Zusammen mit seiner Frau, vier Kindern und drei anderen Männern lebt er auf einer 13 Hektar großen Farm in Warrenton in North Carolina.

Hier kann sich die kleine Gruppe mit Hühnern, Ziegen und einem Gewächshaus selbst versorgen.

Außerdem bunkert Holland Waffen und Munition. Kameras, ein Sicherheitsraum und ein Stromgenerator der Armee sollen für den Notfall das Überleben sichern.

Tausende Briefe gingen inzwischen bei der Weltraumbehörde Nasa ein, vor allem viele Kinder haben Angst. "Die Kinder schreiben, dass sie sich wegen des nahenden Weltuntergangs schlecht fühlen oder sogar über Selbstmord nachdenken", sagt Nasa-Mitarbeiter David Morison.

Nasa und US-Regierung versuchen nun, die besorgten Bürger zu beruhigen.

Wie unser Küchenkalender am 31. Dezember zu Ende gehe und ein neuer am 1. Januar anfange, so würde am 21. Dezember eben der Maya-Kalender enden, heißt es in einem Beitrag der Nasa.

Auch in anderen Teilen der Welt wächst die Unruhe.

Marina Mendelson packt im russischen Tomsk Notfallpakete mit dem Titel "Für den Tag des jüngsten Gerichts. Es wird nicht schlimmer".

In China füllt die Angst vor dem Untergang ganze Internetforen. In der Provinz Sichuan verbreitet sich das Gerücht, nach dem 21. Dezember werde drei Tage lang Dunkelheit herrschen.

Prompt sind in zwei Kreisen Kerzen und Streichhölzer ausverkauft. Das kommunistische Parteiorgan "Volkszeitung" appelliert an die verängstigte Bevölkerung: "Wir müssen alle einen klaren Kopf bewahren."

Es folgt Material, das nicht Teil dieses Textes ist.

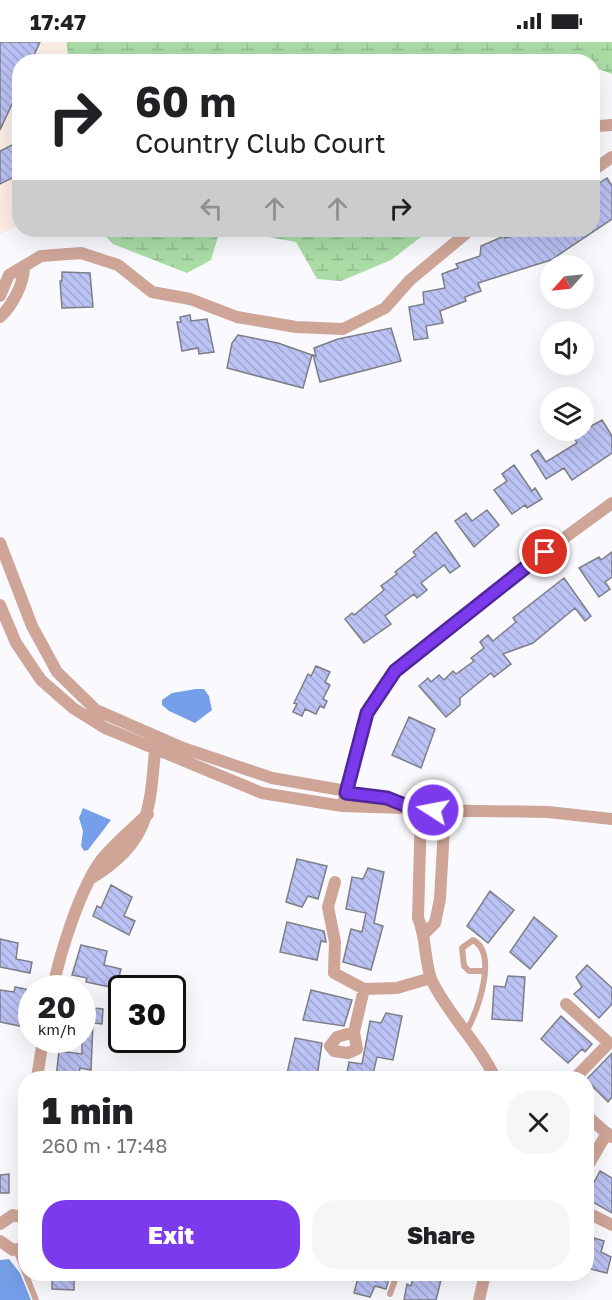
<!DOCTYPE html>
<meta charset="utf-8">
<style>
body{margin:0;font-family:"Golos Text",sans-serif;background:#f6f6f6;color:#202124;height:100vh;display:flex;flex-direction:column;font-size:22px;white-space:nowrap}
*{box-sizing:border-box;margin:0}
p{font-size:20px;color:#757577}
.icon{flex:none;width:33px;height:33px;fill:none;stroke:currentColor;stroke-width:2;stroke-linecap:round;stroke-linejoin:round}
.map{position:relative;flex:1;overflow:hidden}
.panel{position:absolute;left:18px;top:1029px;width:576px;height:210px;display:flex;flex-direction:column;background:#fff;border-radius:24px;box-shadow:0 6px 24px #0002}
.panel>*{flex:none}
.top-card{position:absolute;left:12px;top:12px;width:588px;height:183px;border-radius:24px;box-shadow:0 6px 24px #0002;background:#fff;color:#202124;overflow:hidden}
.needle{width:39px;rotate:243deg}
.controls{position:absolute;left:540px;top:213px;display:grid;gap:12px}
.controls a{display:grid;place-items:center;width:54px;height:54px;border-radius:50%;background:#fff;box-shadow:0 6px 24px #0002;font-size:30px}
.speed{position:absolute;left:18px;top:933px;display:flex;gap:12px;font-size:30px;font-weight:700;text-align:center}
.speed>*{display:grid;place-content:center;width:78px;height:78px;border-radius:50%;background:#fff;box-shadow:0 6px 24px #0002;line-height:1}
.speed small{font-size:15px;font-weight:400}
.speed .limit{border:3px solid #111;border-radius:9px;background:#fff;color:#111}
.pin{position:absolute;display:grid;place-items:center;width:51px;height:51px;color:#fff;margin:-26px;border:3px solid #fff;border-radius:50%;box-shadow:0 2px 6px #0007}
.me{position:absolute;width:66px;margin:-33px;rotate:281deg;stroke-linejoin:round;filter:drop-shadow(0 0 4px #0008)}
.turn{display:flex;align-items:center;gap:21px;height:126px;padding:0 24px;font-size:27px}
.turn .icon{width:78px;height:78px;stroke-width:2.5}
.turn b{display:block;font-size:42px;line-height:51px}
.lanes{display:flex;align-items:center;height:57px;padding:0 24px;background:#0003;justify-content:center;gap:30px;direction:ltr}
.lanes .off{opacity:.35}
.round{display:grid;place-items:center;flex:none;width:63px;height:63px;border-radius:24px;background:#f6f6f6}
.head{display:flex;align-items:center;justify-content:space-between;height:102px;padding:0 24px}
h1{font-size:36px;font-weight:800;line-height:45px}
.action{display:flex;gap:12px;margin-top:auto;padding:12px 24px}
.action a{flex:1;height:69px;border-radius:24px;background:#7c3aed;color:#fff;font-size:24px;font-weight:800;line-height:69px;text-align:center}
.action a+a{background:#f6f6f6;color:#202124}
.status{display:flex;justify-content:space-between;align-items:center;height:42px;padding:0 30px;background:#fff;direction:ltr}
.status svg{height:16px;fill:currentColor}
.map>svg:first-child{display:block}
.commercial{fill:#fcede7}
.wetland{fill:url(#wetland-marsh)}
.water{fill:#759fe8}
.building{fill:url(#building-back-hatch);stroke:#7d7e86;stroke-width:1.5}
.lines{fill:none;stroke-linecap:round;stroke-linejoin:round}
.service{stroke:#cfa598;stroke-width:6}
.minor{stroke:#cfa598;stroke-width:12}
.route-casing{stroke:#51269a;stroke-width:15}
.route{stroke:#7c3aed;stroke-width:10}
</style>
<div class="status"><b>17:47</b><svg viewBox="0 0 49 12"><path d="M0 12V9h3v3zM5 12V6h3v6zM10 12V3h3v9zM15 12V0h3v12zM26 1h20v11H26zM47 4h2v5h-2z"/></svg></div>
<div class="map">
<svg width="612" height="1258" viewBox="0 0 612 1258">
<defs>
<pattern id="wetland-marsh" width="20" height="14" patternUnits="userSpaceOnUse" patternTransform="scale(1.5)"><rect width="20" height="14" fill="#abdca6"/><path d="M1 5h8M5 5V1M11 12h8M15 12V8" fill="none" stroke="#93bc8f"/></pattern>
<pattern id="building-back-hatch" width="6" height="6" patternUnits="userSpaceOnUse" patternTransform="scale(1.5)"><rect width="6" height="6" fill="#bbc2f4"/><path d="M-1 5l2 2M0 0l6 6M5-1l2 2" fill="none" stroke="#a0a6d1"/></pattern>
</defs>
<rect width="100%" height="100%" fill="#fafafe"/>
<path class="commercial" d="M0,0H67L68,19L20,20L19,182L0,193Z"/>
<path class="wetland" d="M67,0H612V32L593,25L592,20L580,19L566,14L557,20L68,19Z
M99,188H220L211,218L187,231L113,202Z
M232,188H430L391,218L341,239L317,237L296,200Z"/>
<path class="water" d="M196,647H204L209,654L212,668L195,681L169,669L162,663V658L172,651Z
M83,766L111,778L88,808L84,809L81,804L83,789L79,776Z
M9,1217L20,1231L31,1258H0V1218Z"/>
<path class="building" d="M0,0H40L31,20H20V45L0,88Z
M20,99V132L0,142V109Z
M607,136L612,144V177L551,218L478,241L481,249L465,255L466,259L440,269L443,281L426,284L428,296L414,298L409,265L424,262L423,250L445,246L442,232L458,226L456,222L480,214L481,204L504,194L505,196L535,188H592V146Z
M62,230L90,231L93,265L62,266L60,239H62Z
M190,273L191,279L207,277L214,310L199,312L198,306L182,309L177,280H181L180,275Z
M391,286L401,319L320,340L313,313L316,314L314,306L338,297Z
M238,293L278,301L312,313L303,346L227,326L232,301Z
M602,378L612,394V411L572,438L564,426L546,437L531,413L538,408L546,420L577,401L570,388H584Z
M514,423L532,449L535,446L542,457L527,466L525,463L512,472L494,448L507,439L502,432Z
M487,468L499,483L474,505L455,479L466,471L472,479Z
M436,490L460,524L450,531L444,523L421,541L427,548L417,556L414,552L385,574L391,582L364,601L345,577L352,571L354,573L384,548L381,544L397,532L395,530L416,513L413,510Z
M612,510V535L605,540L610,547L599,555L579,526L599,515L601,518Z
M564,536L591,574L585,579L575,566L533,601L503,612L511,622L494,635L491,631L476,643L460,656V663L446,675L419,644L428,636L431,640L439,633L444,638L453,629L456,632L474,619L471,616L484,606L480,600L488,593L493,599L516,580L513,576Z
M316,624L330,630L325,640L330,643L323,657L327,659L324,666L320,664L316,672L305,667L302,674L293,670L297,662L294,661L308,632L311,634Z
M409,675L435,687L421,726L392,713Z
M297,817L327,824L318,857L308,854L302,865L286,860Z
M368,826L384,830L374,881L383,884L371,928L343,920L351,887L362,890L366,871L346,867L352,835L363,837Z
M111,843L132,855L124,874L135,879L129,893L93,874L97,864L101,866Z
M490,849L514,868L488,901L467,884Z
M534,875L557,894L530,927L510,910Z
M287,880L324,889L326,900L321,899L317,918L280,910Z
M0,897L18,901L16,917L32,920L30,931L0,925Z
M81,903L107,909L104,923L121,927L118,939L112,938L110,945L86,940L87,936L72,933Z
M587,923L612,946V962L599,976L574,952L582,945L576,935Z
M508,934L525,935L522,979L492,977L494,944L505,945Z
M15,945L26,947L20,984L0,980V948L14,950Z
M311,948L352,958L344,984L303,978Z
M82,965L103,967L102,982L93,981L91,1028L80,1026L78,1036H56L59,1009L82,1012Z
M386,971L402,974L393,1018L377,1015L372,1036H346L349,1020L362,1022L370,979L381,981Z
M561,974L592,1002L585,1010L582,1007L568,1021L541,997Z
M295,996L322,1001L317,1035L306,1033L305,1036H286Z
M612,1011V1055L608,1060L586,1038Z
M600,1129L612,1136V1171L586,1156V1144L591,1146Z
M9,1132V1151H0V1133Z
M594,1196L604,1199L601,1210L611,1215L607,1231L586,1226V1208L590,1209Z
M56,1232H74V1248L52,1247V1234Z
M359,1232H376V1234L389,1237L386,1247L375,1244L370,1255L354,1251Z
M414,1232L442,1234L436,1258H404L407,1242L411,1244Z"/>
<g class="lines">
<path class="service" d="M466,990C477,970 499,912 473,898L462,906L464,924L469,929H484
M16,1208L36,1258
M390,1252L397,1232"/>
<path class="minor" d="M592,87L598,84L612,83
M592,129L612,115
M0,254L9,233L41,214L81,211L118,223L152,250L190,257L237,275L296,285L343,287L385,266L410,238L469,189L474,188
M0,275C12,264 24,242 24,225
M0,501L32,584L57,630L96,668L183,706L272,736L387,756L421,768L548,770L612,777
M0,563L16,601L41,638L73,666L105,686L262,751L342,764L404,766
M344,757L367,671L395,629L545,510L612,461
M421,768L418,876C427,896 424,921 432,939C449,974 479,1001 495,1036
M93,835C149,801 150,768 155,708
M335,840L328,865L335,900L334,931L364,947L397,946L431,936
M425,891L435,881L440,857L445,768
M53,946C60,911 80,846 102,817C115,801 133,786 148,772
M566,962L609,1001L575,1036
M354,990L357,1007L348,1011L334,1009L330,1004L337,995L354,990L364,947
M37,1036L43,998
M586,1073L611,1095
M586,1127L607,1091
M586,1170L612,1183
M0,1182L13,1173L26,1176
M0,1199L13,1208L26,1205
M479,1258L485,1232"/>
</g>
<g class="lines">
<g class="route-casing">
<path id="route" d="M433,768L412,766L387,756L346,751L367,671L395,629L545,510"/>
</g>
<use href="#route" class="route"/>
</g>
</svg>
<div class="controls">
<a><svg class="needle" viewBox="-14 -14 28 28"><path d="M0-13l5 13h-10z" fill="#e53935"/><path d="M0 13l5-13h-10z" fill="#757577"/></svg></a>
<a><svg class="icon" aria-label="sound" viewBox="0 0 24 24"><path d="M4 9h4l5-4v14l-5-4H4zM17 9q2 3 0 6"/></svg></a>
<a><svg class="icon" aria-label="layers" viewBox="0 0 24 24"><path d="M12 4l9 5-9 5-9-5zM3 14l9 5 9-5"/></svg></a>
</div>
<div class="speed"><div>20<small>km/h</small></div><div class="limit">30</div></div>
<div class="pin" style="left:545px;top:510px;background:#d93025"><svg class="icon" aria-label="arrive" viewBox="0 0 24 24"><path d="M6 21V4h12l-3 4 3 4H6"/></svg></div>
<svg class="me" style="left:433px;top:768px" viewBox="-20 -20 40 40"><circle r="17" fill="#7c3aed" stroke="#fff" stroke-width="3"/><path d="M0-11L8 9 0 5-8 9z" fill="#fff"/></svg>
<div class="top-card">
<div class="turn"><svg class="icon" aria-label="right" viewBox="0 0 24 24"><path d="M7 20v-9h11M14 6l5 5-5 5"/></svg><div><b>60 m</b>Country Club Court</div></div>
<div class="lanes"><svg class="icon off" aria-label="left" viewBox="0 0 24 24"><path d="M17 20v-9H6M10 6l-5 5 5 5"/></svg><svg class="icon off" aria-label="ahead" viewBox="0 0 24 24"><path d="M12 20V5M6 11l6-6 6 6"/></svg><svg class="icon off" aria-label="ahead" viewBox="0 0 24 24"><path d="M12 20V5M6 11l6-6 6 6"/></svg><svg class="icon" aria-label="right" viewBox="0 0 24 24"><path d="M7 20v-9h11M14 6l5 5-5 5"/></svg></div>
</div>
<section class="panel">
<div class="head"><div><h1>1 min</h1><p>260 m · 17:48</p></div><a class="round"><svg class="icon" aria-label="close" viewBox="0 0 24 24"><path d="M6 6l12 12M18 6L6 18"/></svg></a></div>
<div class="action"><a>Exit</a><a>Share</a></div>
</section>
</div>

In anderen Ländern sehen sich die Behörden zum Handeln gezwungen: In Argentinien schließen sie für einige Tage den Berg Uritorco bei Córdoba aus Angst vor einem kollektiven Selbstmord.

Der Berg gilt den Ureinwohnern als heilig und ist auch bei Anhängern von Meditationspraktiken beliebt. 15.000 Besucher waren dort anlässlich des Weltuntergangs erwartet worden.

Im französischen Bugarach greifen die Behörden ebenfalls ein und verbieten bis zum 23. Dezember den Aufstieg auf den angeblich magischen Berg.

Mehr als 100 Polizisten und Feuerwehrleute sind im Einsatz. Es gibt ein Überflugverbot. Camping, Wanderungen, Jagd oder Partys sind untersagt.

Einschlägigen Webseiten zufolge soll der Ort vom Untergang verschont bleiben.

Unter der langen Bergkante liege eine Startbahn für Außerirdische, heißt es. Von da nähmen fremde Wesen Auserwählte mit ins sichere All.